Stored data:
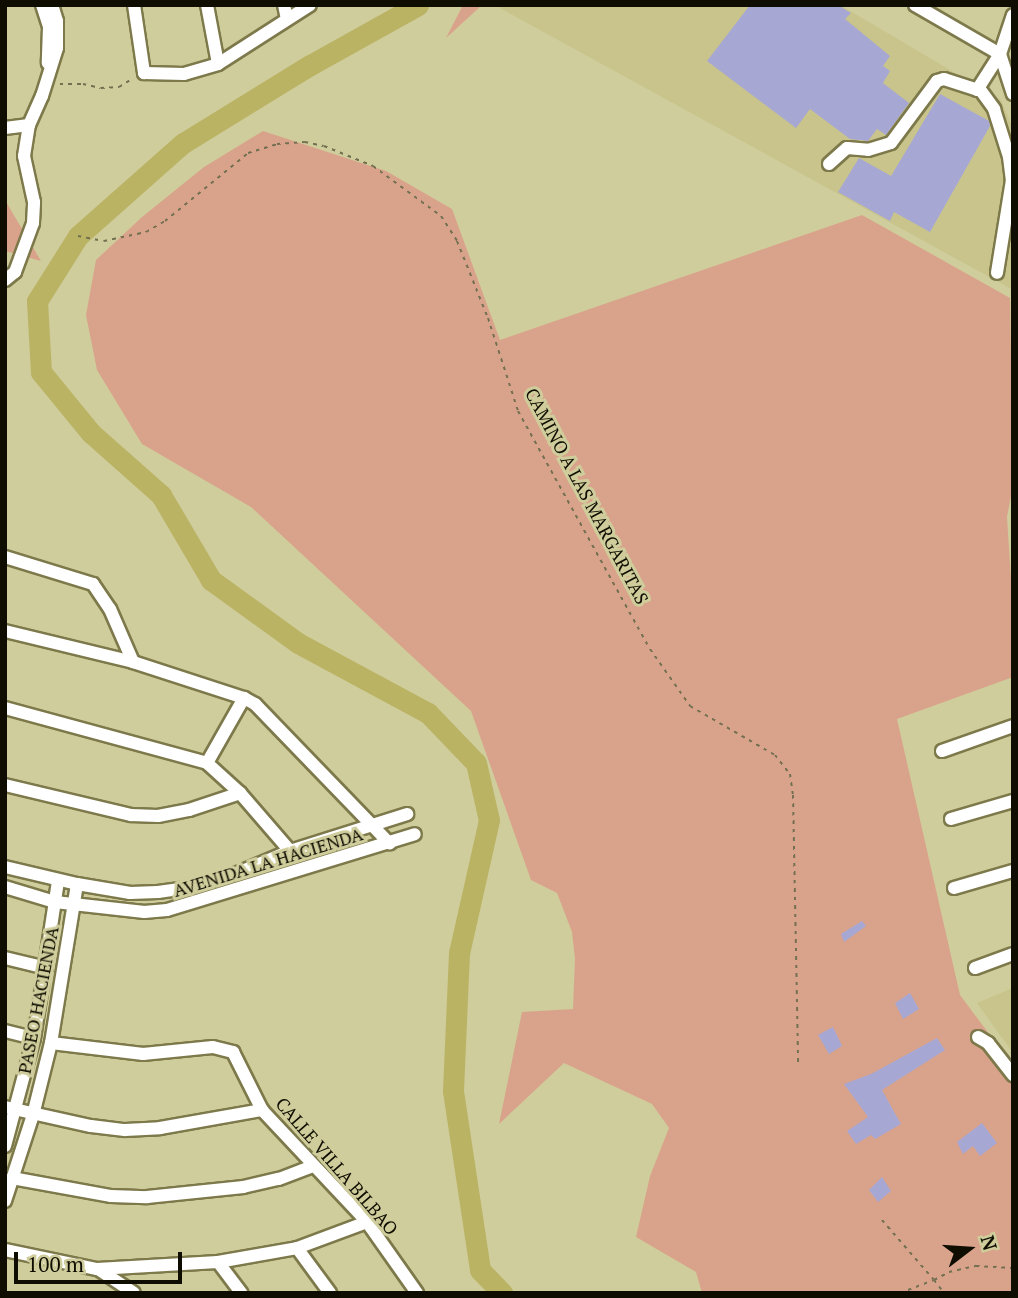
<!DOCTYPE html>
<style>
body{margin:0}
#map{position:relative;width:1018px;height:1298px;overflow:hidden;background:#d0cd9c;font-family:"PT Serif",serif}
div>[style]{position:absolute}
.built>*{inset:0;background:#c8c48b}
.green>*{inset:0;background:#d9a38b}
.river>*{height:21px;margin:-10.5px;padding:0 10.5px;transform-origin:10.5px;border-radius:10.5px;background:#bab364}
.building>*{inset:0;background:#a7a7d4}
.path>*{height:2px;margin-top:-1px;transform-origin:0;background:repeating-linear-gradient(90deg,#737051 0 3.5px,transparent 0 8.5px)}
.roads{filter:drop-shadow(2px 0 #7d794b) drop-shadow(-2px 0 #7d794b) drop-shadow(0 2px #7d794b) drop-shadow(0 -2px #7d794b)}
.minor>*{height:12px;margin:-6px;padding:0 6px;transform-origin:6px;border-radius:6px;background:#fff}
span{translate:-50% -50%;white-space:nowrap;text-align:center;line-height:1.15;-webkit-text-stroke:6px #d0cd9c;paint-order:stroke}
.street-label{font-size:18px;color:#0e0d00}
.frame{position:absolute;inset:0;border:7px solid #0e0d00;pointer-events:none}
.north{position:absolute;left:934px;top:1214px;width:70px;height:70px;-webkit-text-stroke:5px #d0cd9c;paint-order:stroke;rotate:73deg;font-size:19px;font-weight:700;line-height:28px;text-align:center;color:#0e0d00}
.north::after{content:'';display:block;margin:auto;width:24px;height:32px;background:#0e0d00;clip-path:polygon(50% 0,100% 100%,50% 72%,0 100%)}
.scale{position:absolute;left:14px;top:1252px;width:168px;height:32px;box-sizing:border-box;border:4px solid #0e0d00;border-top:0;padding-left:9px;font-size:21px;line-height:24px;white-space:nowrap;color:#0e0d00;-webkit-text-stroke:5px #d0cd9c;paint-order:stroke}
</style>
<div id="map">
<div class="built">
<i style="clip-path:polygon(503px 5px,840px 5px,1001px 100px,1013px 129px,1013px 290px,500px 8px)"></i>
<i style="clip-path:polygon(1013px 988px,1013px 1053px,977px 1003px)"></i>
</div>
<div class="green">
<i style="clip-path:polygon(463px 5px,482px 5px,446px 38px)"></i>
<i style="clip-path:polygon(263px 131px,386px 171px,452px 209px,500px 340px,862px 215px,1010px 298px,1013px 485px,1007px 517px,1013px 610px,1013px 677px,897px 719px,960px 995px,1013px 1066px,1013px 1293px,702px 1293px,696px 1272px,636px 1237px,650px 1176px,669px 1128px,652px 1104px,564px 1063px,499px 1124px,522px 1012px,573px 1009px,575px 959px,572px 932px,557px 893px,531px 880px,471px 711px,251px 507px,142px 444px,97px 370px,86px 315px,96px 260px,142px 217px,204px 167px)"></i>
<i style="clip-path:polygon(5px 200px,41px 261px,5px 251px)"></i>
</div>
<div class="river">
<i style="left:418px;top:5px;width:124px;rotate:150.9deg"></i>
<i style="left:310px;top:65px;width:149px;rotate:148.4deg"></i>
<i style="left:183px;top:143px;width:140px;rotate:138.5deg"></i>
<i style="left:78px;top:236px;width:77px;rotate:122.2deg"></i>
<i style="left:37px;top:301px;width:71px;rotate:86.8deg"></i>
<i style="left:41px;top:372px;width:79px;rotate:50.7deg"></i>
<i style="left:91px;top:433px;width:94px;rotate:41.5deg"></i>
<i style="left:161px;top:495px;width:99px;rotate:59.5deg"></i>
<i style="left:211px;top:580px;width:107px;rotate:35.9deg"></i>
<i style="left:298px;top:643px;width:148px;rotate:28.3deg"></i>
<i style="left:428px;top:713px;width:69px;rotate:46.2deg"></i>
<i style="left:476px;top:763px;width:58px;rotate:77.2deg"></i>
<i style="left:489px;top:820px;width:136px;rotate:102.7deg"></i>
<i style="left:459px;top:953px;width:138px;rotate:92.5deg"></i>
<i style="left:453px;top:1091px;width:181px;rotate:81.4deg"></i>
<i style="left:480px;top:1270px;width:32px;rotate:46deg"></i>
</div>
<div class="building">
<i style="clip-path:polygon(750px 5px,838px 5px,851px 13px,845px 19px,890px 56px,883px 66px,890px 71px,883px 83px,909px 103px,886px 135px,877px 129px,868px 141px,850px 139px,810px 109px,796px 128px,707px 61px)"></i>
<i style="clip-path:polygon(940px 94px,989px 121px,990px 126px,930px 232px,894px 212px,890px 221px,838px 192px,859px 158px,891px 176px)"></i>
<i style="clip-path:polygon(862px 921px,866px 926px,844px 942px,841px 934px)"></i>
<i style="clip-path:polygon(910px 993px,919px 1009px,903px 1019px,895px 1003px)"></i>
<i style="clip-path:polygon(833px 1027px,842px 1046px,829px 1054px,818px 1035px)"></i>
<i style="clip-path:polygon(937px 1038px,945px 1050px,882px 1090px,901px 1124px,875px 1139px,871px 1135px,856px 1144px,847px 1131px,868px 1117px,844px 1084px,871px 1074px)"></i>
<i style="clip-path:polygon(982px 1123px,997px 1143px,980px 1156px,973px 1146px,963px 1154px,957px 1142px)"></i>
<i style="clip-path:polygon(882px 1177px,891px 1191px,878px 1202px,869px 1190px)"></i>
</div>
<div class="path">
<i style="left:60px;top:84px;width:23px"></i>
<i style="left:83px;top:84px;width:18px;rotate:13deg"></i>
<i style="left:101px;top:88px;width:18px;rotate:-3deg"></i>
<i style="left:119px;top:87px;width:15px;rotate:-32deg"></i>
<i style="left:78px;top:236px;width:26px;rotate:11deg"></i>
<i style="left:104px;top:241px;width:43px;rotate:-12.1deg"></i>
<i style="left:146px;top:232px;width:22px;rotate:-30deg"></i>
<i style="left:165px;top:221px;width:107px;rotate:-39.3deg"></i>
<i style="left:248px;top:153px;width:30px;rotate:-17deg"></i>
<i style="left:277px;top:144px;width:28px;rotate:-4deg"></i>
<i style="left:305px;top:142px;width:19px;rotate:12deg"></i>
<i style="left:324px;top:146px;width:53px;rotate:22.2deg"></i>
<i style="left:373px;top:166px;width:84px;rotate:36.3deg"></i>
<i style="left:441px;top:216px;width:30px;rotate:57deg"></i>
<i style="left:457px;top:241px;width:83px;rotate:68.1deg"></i>
<i style="left:488px;top:318px;width:98px;rotate:72.1deg"></i>
<i style="left:518px;top:411px;width:272px;rotate:61deg"></i>
<i style="left:650px;top:649px;width:70px;rotate:54.9deg"></i>
<i style="left:690px;top:706px;width:98px;rotate:30deg"></i>
<i style="left:775px;top:755px;width:24px;rotate:52deg"></i>
<i style="left:790px;top:774px;width:21px;rotate:82deg"></i>
<i style="left:793px;top:795px;width:269px;rotate:88.9deg"></i>
<i style="left:882px;top:1220px;width:79px;rotate:49.1deg"></i>
<i style="left:934px;top:1280px;width:17px;rotate:-28deg"></i>
<i style="left:949px;top:1272px;width:28px;rotate:-13deg"></i>
<i style="left:976px;top:1266px;width:37px;rotate:3deg"></i>
<i style="left:900px;top:1293px;width:36px;rotate:-21deg"></i>
<i style="left:934px;top:1280px;width:16px;rotate:52deg"></i>
</div>
<div class="roads">
<div class="minor">
<i style="left:42px;top:5px;width:23px;rotate:72deg"></i>
<i style="left:49px;top:27px;width:36px;rotate:92deg"></i>
<i style="left:134px;top:5px;width:69px;rotate:81.6deg"></i>
<i style="left:144px;top:73px;width:40px;rotate:1.4deg"></i>
<i style="left:184px;top:74px;width:35px;rotate:-16deg"></i>
<i style="left:218px;top:64px;width:109px;rotate:-32.7deg"></i>
<i style="left:207px;top:5px;width:60px;rotate:79.4deg"></i>
<i style="left:284px;top:5px;width:14px;rotate:78deg"></i>
<i style="left:915px;top:5px;width:98px;rotate:30deg"></i>
<i style="left:1013px;top:15px;width:41px;rotate:108.4deg"></i>
<i style="left:1000px;top:54px;width:42px;rotate:72deg"></i>
<i style="left:979px;top:88px;width:26px;rotate:54deg"></i>
<i style="left:994px;top:109px;width:50px;rotate:72.6deg"></i>
<i style="left:1009px;top:157px;width:23px;rotate:83deg"></i>
<i style="left:1012px;top:180px;width:94px;rotate:99.2deg"></i>
<i style="left:5px;top:128px;width:24px;rotate:-7deg"></i>
<i style="left:829px;top:164px;width:24px;rotate:-42deg"></i>
<i style="left:847px;top:148px;width:21px;rotate:5deg"></i>
<i style="left:868px;top:150px;width:24px;rotate:-17deg"></i>
<i style="left:891px;top:143px;width:77px;rotate:-53.4deg"></i>
<i style="left:937px;top:81px;width:7px;rotate:-16deg"></i>
<i style="left:944px;top:79px;width:35px;rotate:18deg"></i>
<i style="left:977px;top:90px;width:43px;rotate:-57.4deg"></i>
<i style="left:5px;top:280px;width:13px;rotate:-39deg"></i>
<i style="left:15px;top:272px;width:52px;rotate:-69.8deg"></i>
<i style="left:33px;top:223px;width:21px;rotate:-87deg"></i>
<i style="left:34px;top:202px;width:47px;rotate:-102.3deg"></i>
<i style="left:24px;top:156px;width:31px;rotate:-81deg"></i>
<i style="left:29px;top:125px;width:32px;rotate:-66deg"></i>
<i style="left:42px;top:96px;width:50px;rotate:-72.6deg"></i>
<i style="left:57px;top:48px;width:27px;rotate:-90deg"></i>
<i style="left:57px;top:21px;width:17px;rotate:-107deg"></i>
<i style="left:5px;top:557px;width:92px;rotate:17.1deg"></i>
<i style="left:93px;top:584px;width:30px;rotate:56deg"></i>
<i style="left:110px;top:609px;width:58px;rotate:66.5deg"></i>
<i style="left:5px;top:631px;width:132px;rotate:13.6deg"></i>
<i style="left:133px;top:662px;width:117px;rotate:18deg"></i>
<i style="left:244px;top:698px;width:13px;rotate:29deg"></i>
<i style="left:255px;top:704px;width:194px;rotate:46deg"></i>
<i style="left:5px;top:708px;width:209px;rotate:15.2deg"></i>
<i style="left:207px;top:763px;width:45px;rotate:42.3deg"></i>
<i style="left:240px;top:793px;width:77px;rotate:49.2deg"></i>
<i style="left:942px;top:751px;width:75px;rotate:-19.4deg"></i>
<i style="left:207px;top:763px;width:75px;rotate:-60.4deg"></i>
<i style="left:5px;top:785px;width:130px;rotate:13.4deg"></i>
<i style="left:131px;top:815px;width:27px;rotate:2deg"></i>
<i style="left:158px;top:816px;width:32px;rotate:-11deg"></i>
<i style="left:189px;top:810px;width:54px;rotate:-18.4deg"></i>
<i style="left:951px;top:819px;width:65px;rotate:-16.2deg"></i>
<i style="left:5px;top:867px;width:74px;rotate:13.3deg"></i>
<i style="left:77px;top:884px;width:54px;rotate:9.6deg"></i>
<i style="left:130px;top:893px;width:28px;rotate:-2deg"></i>
<i style="left:158px;top:892px;width:35px;rotate:-8deg"></i>
<i style="left:193px;top:887px;width:44px;rotate:-17.2deg"></i>
<i style="left:235px;top:874px;width:60px;rotate:-22.7deg"></i>
<i style="left:290px;top:851px;width:123px;rotate:-17.5deg"></i>
<i style="left:5px;top:887px;width:52px;rotate:16.7deg"></i>
<i style="left:55px;top:902px;width:90px;rotate:6.4deg"></i>
<i style="left:144px;top:912px;width:23px;rotate:-5deg"></i>
<i style="left:167px;top:910px;width:259px;rotate:-17deg"></i>
<i style="left:954px;top:888px;width:61px;rotate:-16.1deg"></i>
<i style="left:5px;top:958px;width:42px;rotate:13.7deg"></i>
<i style="left:975px;top:968px;width:40px;rotate:-20.2deg"></i>
<i style="left:5px;top:1031px;width:30px;rotate:14deg"></i>
<i style="left:978px;top:1037px;width:12px;rotate:31deg"></i>
<i style="left:988px;top:1043px;width:41px;rotate:52deg"></i>
<i style="left:51px;top:1043px;width:93px;rotate:6.8deg"></i>
<i style="left:143px;top:1054px;width:70px;rotate:-5.7deg"></i>
<i style="left:213px;top:1047px;width:21px;rotate:14deg"></i>
<i style="left:233px;top:1052px;width:65px;rotate:63.4deg"></i>
<i style="left:262px;top:1110px;width:154px;rotate:46.8deg"></i>
<i style="left:367px;top:1222px;width:87px;rotate:54.8deg"></i>
<i style="left:5px;top:1107px;width:88px;rotate:12.5deg"></i>
<i style="left:91px;top:1126px;width:34px;rotate:7deg"></i>
<i style="left:125px;top:1130px;width:35px;rotate:-3deg"></i>
<i style="left:160px;top:1128px;width:104px;rotate:-10deg"></i>
<i style="left:5px;top:1146px;width:112px;rotate:-75deg"></i>
<i style="left:34px;top:1038px;width:159px;rotate:-81.3deg"></i>
<i style="left:12px;top:1178px;width:101px;rotate:10.3deg"></i>
<i style="left:111px;top:1196px;width:36px;rotate:2deg"></i>
<i style="left:147px;top:1197px;width:97px;rotate:-5.9deg"></i>
<i style="left:243px;top:1187px;width:37px;rotate:-13deg"></i>
<i style="left:279px;top:1179px;width:36px;rotate:-21deg"></i>
<i style="left:5px;top:1201px;width:90px;rotate:-72deg"></i>
<i style="left:33px;top:1115px;width:74px;rotate:-76deg"></i>
<i style="left:51px;top:1043px;width:161px;rotate:-80.7deg"></i>
<i style="left:297px;top:1248px;width:56px;rotate:53.7deg"></i>
<i style="left:5px;top:1250px;width:94px;rotate:11.7deg"></i>
<i style="left:97px;top:1269px;width:121px;rotate:-3.3deg"></i>
<i style="left:218px;top:1262px;width:80px;rotate:-10deg"></i>
<i style="left:297px;top:1248px;width:75px;rotate:-20.4deg"></i>
<i style="left:218px;top:1262px;width:39px;rotate:53deg"></i>
<i style="left:98px;top:1269px;width:43px;rotate:33.7deg"></i>
</div>
</div>
<div class="street-label">
<span style="left:587px;top:496px;rotate:62deg">CAMINO A LAS MARGARITAS</span>
<span style="left:268px;top:862px;rotate:-17deg">AVENIDA LA HACIENDA</span>
<span style="left:38px;top:1000px;rotate:-79deg">PASEO HACIENDA</span>
<span style="left:337px;top:1166px;rotate:49deg">CALLE VILLA BILBAO</span>
</div>
<div class="frame"></div>
<div class="north">N</div>
<div class="scale">100 m</div>
</div>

▶ _What to do_
Find every line above that contains the word "class", and return each one.

▶ _Solution for this exercise_
<div class="built">
<div class="green">
<div class="river">
<div class="building">
<div class="path">
<div class="roads">
<div class="minor">
<div class="street-label">
<div class="frame"></div>
<div class="north">N</div>
<div class="scale">100 m</div>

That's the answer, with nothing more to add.